- [PROBLEM REQUIREMENTS]: Return the full set of entries precisely. Do not carry over any pictures.

- [SUPPLIED INFORMATION]:
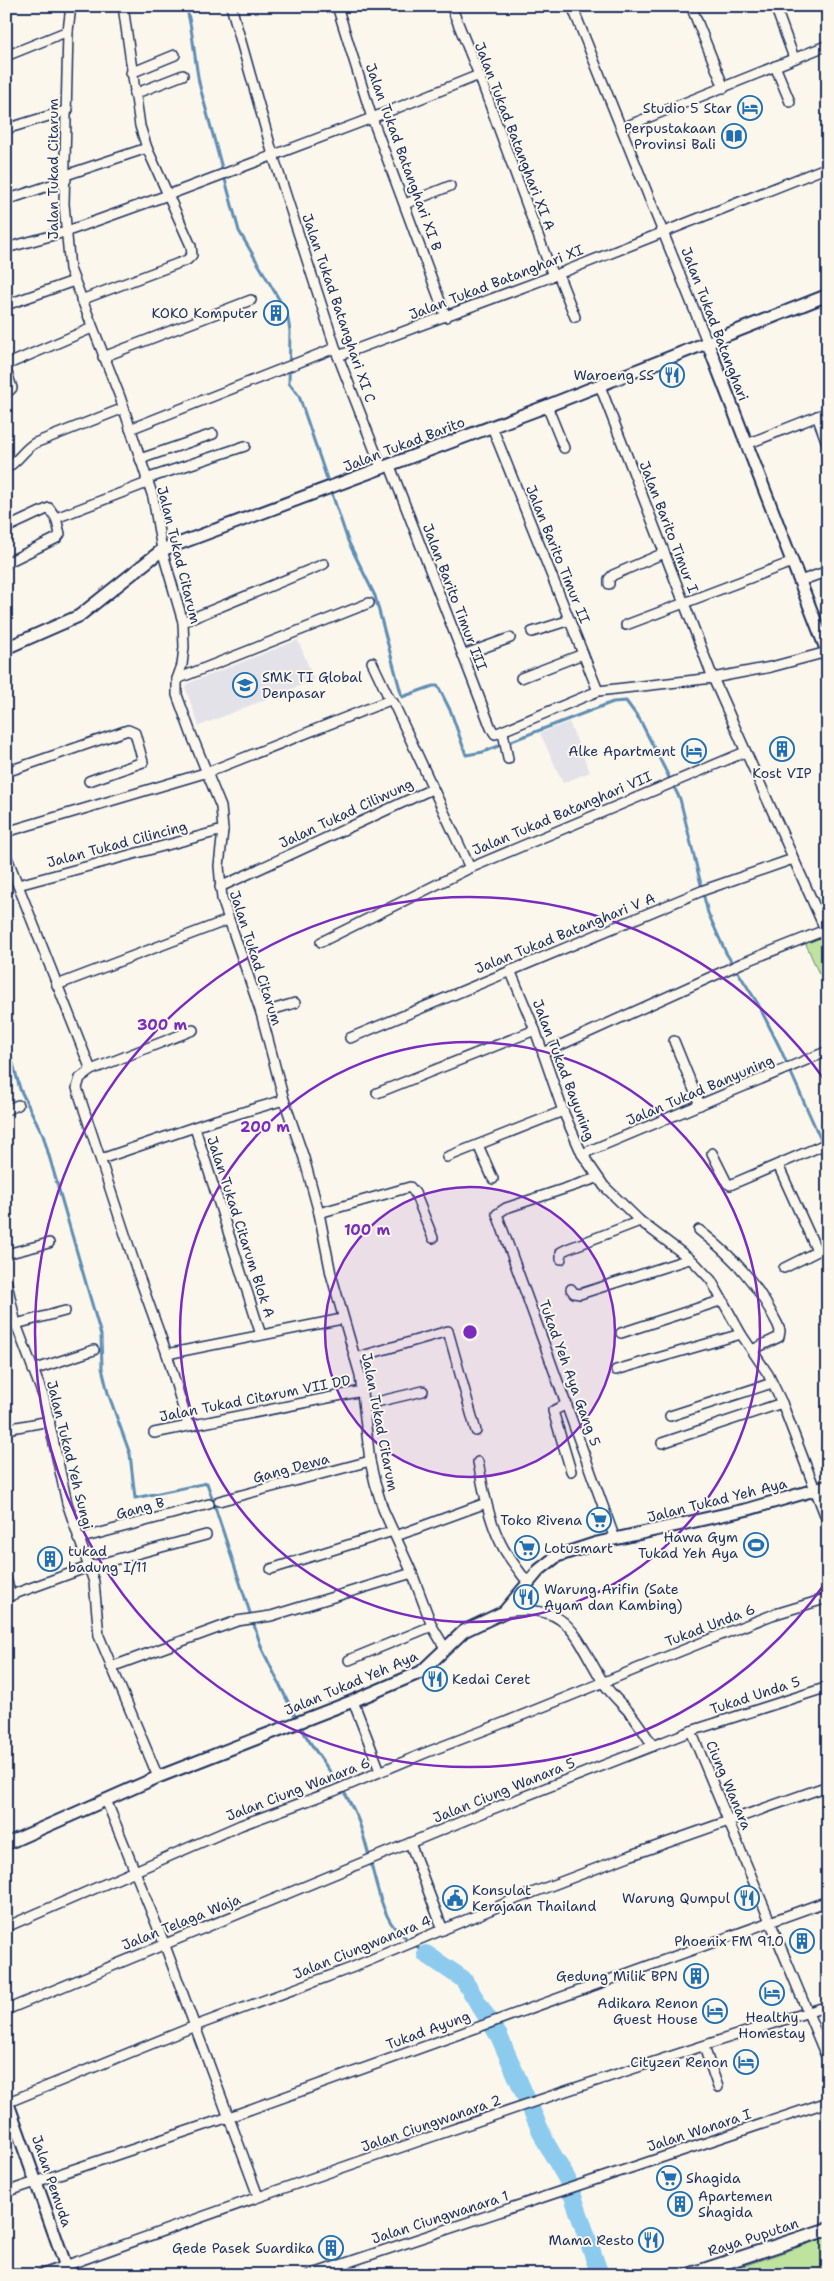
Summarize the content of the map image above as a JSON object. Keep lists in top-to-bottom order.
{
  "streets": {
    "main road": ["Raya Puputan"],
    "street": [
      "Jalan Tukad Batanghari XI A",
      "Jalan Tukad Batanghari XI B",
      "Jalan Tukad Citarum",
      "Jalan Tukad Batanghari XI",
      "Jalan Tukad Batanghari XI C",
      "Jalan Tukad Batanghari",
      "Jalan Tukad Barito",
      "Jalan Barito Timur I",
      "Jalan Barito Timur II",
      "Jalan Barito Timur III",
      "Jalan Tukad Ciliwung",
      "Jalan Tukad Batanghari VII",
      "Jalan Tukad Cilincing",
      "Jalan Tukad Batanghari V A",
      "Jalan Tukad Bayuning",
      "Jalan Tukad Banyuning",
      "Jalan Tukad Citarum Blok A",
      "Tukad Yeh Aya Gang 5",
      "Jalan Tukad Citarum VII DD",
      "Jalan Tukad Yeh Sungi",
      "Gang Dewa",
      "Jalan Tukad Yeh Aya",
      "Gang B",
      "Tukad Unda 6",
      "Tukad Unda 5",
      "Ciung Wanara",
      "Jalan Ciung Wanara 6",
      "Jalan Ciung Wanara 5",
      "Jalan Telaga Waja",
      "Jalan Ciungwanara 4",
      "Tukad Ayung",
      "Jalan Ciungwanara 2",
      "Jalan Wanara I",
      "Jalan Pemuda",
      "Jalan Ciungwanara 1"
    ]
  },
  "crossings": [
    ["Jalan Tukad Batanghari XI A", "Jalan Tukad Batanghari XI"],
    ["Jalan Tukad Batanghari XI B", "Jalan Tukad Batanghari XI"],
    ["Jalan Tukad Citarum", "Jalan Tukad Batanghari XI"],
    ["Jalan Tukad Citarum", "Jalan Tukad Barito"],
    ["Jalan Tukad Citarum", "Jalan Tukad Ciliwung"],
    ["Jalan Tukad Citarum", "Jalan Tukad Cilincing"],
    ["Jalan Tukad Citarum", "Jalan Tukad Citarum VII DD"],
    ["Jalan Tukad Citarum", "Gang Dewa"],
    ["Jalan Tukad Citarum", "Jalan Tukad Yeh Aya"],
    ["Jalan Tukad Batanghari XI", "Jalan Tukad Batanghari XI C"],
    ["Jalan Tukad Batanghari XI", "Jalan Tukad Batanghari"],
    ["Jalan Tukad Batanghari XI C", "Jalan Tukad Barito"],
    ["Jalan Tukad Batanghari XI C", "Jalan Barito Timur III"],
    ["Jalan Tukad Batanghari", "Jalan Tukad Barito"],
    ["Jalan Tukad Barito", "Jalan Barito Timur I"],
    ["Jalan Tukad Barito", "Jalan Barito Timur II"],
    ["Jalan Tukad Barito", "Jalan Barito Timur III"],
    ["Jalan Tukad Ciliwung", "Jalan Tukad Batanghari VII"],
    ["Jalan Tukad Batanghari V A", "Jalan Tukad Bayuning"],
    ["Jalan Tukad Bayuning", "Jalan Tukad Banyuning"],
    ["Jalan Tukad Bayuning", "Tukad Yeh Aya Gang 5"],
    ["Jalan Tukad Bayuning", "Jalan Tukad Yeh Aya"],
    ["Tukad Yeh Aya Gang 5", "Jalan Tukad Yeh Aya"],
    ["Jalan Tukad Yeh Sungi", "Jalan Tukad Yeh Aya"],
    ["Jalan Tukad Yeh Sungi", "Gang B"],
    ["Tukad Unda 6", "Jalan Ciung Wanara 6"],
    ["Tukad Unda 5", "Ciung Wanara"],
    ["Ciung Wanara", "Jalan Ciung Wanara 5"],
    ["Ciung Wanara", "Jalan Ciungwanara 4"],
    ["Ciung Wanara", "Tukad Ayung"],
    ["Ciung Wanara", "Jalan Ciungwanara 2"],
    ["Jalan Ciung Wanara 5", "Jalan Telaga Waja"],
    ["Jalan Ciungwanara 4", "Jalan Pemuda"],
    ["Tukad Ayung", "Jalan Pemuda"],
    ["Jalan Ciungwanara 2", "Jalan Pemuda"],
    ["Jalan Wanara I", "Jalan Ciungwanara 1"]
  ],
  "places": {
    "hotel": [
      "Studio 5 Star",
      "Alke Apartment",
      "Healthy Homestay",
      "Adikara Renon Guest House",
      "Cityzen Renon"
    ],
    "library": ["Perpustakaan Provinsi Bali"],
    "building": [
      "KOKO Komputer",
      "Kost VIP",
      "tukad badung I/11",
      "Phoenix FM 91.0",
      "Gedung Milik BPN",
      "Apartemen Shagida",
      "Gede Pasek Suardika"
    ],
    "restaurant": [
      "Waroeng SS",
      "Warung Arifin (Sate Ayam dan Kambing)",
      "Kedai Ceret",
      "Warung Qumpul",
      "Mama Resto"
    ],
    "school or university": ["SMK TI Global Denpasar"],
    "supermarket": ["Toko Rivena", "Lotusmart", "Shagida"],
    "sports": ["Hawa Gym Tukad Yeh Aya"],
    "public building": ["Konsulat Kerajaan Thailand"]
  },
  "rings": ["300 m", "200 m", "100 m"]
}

- [EXERCISE OUTPUT]:
Summarize the content of the map image above as a JSON object. Keep lists in top-to-bottom order.
{
  "streets": {
    "main road": ["Raya Puputan"],
    "street": [
      "Jalan Tukad Batanghari XI A",
      "Jalan Tukad Batanghari XI B",
      "Jalan Tukad Citarum",
      "Jalan Tukad Batanghari XI",
      "Jalan Tukad Batanghari XI C",
      "Jalan Tukad Batanghari",
      "Jalan Tukad Barito",
      "Jalan Barito Timur I",
      "Jalan Barito Timur II",
      "Jalan Barito Timur III",
      "Jalan Tukad Ciliwung",
      "Jalan Tukad Batanghari VII",
      "Jalan Tukad Cilincing",
      "Jalan Tukad Batanghari V A",
      "Jalan Tukad Bayuning",
      "Jalan Tukad Banyuning",
      "Jalan Tukad Citarum Blok A",
      "Tukad Yeh Aya Gang 5",
      "Jalan Tukad Citarum VII DD",
      "Jalan Tukad Yeh Sungi",
      "Gang Dewa",
      "Jalan Tukad Yeh Aya",
      "Gang B",
      "Tukad Unda 6",
      "Tukad Unda 5",
      "Ciung Wanara",
      "Jalan Ciung Wanara 6",
      "Jalan Ciung Wanara 5",
      "Jalan Telaga Waja",
      "Jalan Ciungwanara 4",
      "Tukad Ayung",
      "Jalan Ciungwanara 2",
      "Jalan Wanara I",
      "Jalan Pemuda",
      "Jalan Ciungwanara 1"
    ]
  },
  "crossings": [
    ["Jalan Tukad Batanghari XI A", "Jalan Tukad Batanghari XI"],
    ["Jalan Tukad Batanghari XI B", "Jalan Tukad Batanghari XI"],
    ["Jalan Tukad Citarum", "Jalan Tukad Batanghari XI"],
    ["Jalan Tukad Citarum", "Jalan Tukad Barito"],
    ["Jalan Tukad Citarum", "Jalan Tukad Ciliwung"],
    ["Jalan Tukad Citarum", "Jalan Tukad Cilincing"],
    ["Jalan Tukad Citarum", "Jalan Tukad Citarum VII DD"],
    ["Jalan Tukad Citarum", "Gang Dewa"],
    ["Jalan Tukad Citarum", "Jalan Tukad Yeh Aya"],
    ["Jalan Tukad Batanghari XI", "Jalan Tukad Batanghari XI C"],
    ["Jalan Tukad Batanghari XI", "Jalan Tukad Batanghari"],
    ["Jalan Tukad Batanghari XI C", "Jalan Tukad Barito"],
    ["Jalan Tukad Batanghari XI C", "Jalan Barito Timur III"],
    ["Jalan Tukad Batanghari", "Jalan Tukad Barito"],
    ["Jalan Tukad Barito", "Jalan Barito Timur I"],
    ["Jalan Tukad Barito", "Jalan Barito Timur II"],
    ["Jalan Tukad Barito", "Jalan Barito Timur III"],
    ["Jalan Tukad Ciliwung", "Jalan Tukad Batanghari VII"],
    ["Jalan Tukad Batanghari V A", "Jalan Tukad Bayuning"],
    ["Jalan Tukad Bayuning", "Jalan Tukad Banyuning"],
    ["Jalan Tukad Bayuning", "Tukad Yeh Aya Gang 5"],
    ["Jalan Tukad Bayuning", "Jalan Tukad Yeh Aya"],
    ["Tukad Yeh Aya Gang 5", "Jalan Tukad Yeh Aya"],
    ["Jalan Tukad Yeh Sungi", "Jalan Tukad Yeh Aya"],
    ["Jalan Tukad Yeh Sungi", "Gang B"],
    ["Tukad Unda 6", "Jalan Ciung Wanara 6"],
    ["Tukad Unda 5", "Ciung Wanara"],
    ["Ciung Wanara", "Jalan Ciung Wanara 5"],
    ["Ciung Wanara", "Jalan Ciungwanara 4"],
    ["Ciung Wanara", "Tukad Ayung"],
    ["Ciung Wanara", "Jalan Ciungwanara 2"],
    ["Jalan Ciung Wanara 5", "Jalan Telaga Waja"],
    ["Jalan Ciungwanara 4", "Jalan Pemuda"],
    ["Tukad Ayung", "Jalan Pemuda"],
    ["Jalan Ciungwanara 2", "Jalan Pemuda"],
    ["Jalan Wanara I", "Jalan Ciungwanara 1"]
  ],
  "places": {
    "hotel": [
      "Studio 5 Star",
      "Alke Apartment",
      "Healthy Homestay",
      "Adikara Renon Guest House",
      "Cityzen Renon"
    ],
    "library": ["Perpustakaan Provinsi Bali"],
    "building": [
      "KOKO Komputer",
      "Kost VIP",
      "tukad badung I/11",
      "Phoenix FM 91.0",
      "Gedung Milik BPN",
      "Apartemen Shagida",
      "Gede Pasek Suardika"
    ],
    "restaurant": [
      "Waroeng SS",
      "Warung Arifin (Sate Ayam dan Kambing)",
      "Kedai Ceret",
      "Warung Qumpul",
      "Mama Resto"
    ],
    "school or university": ["SMK TI Global Denpasar"],
    "supermarket": ["Toko Rivena", "Lotusmart", "Shagida"],
    "sports": ["Hawa Gym Tukad Yeh Aya"],
    "public building": ["Konsulat Kerajaan Thailand"]
  },
  "rings": ["300 m", "200 m", "100 m"]
}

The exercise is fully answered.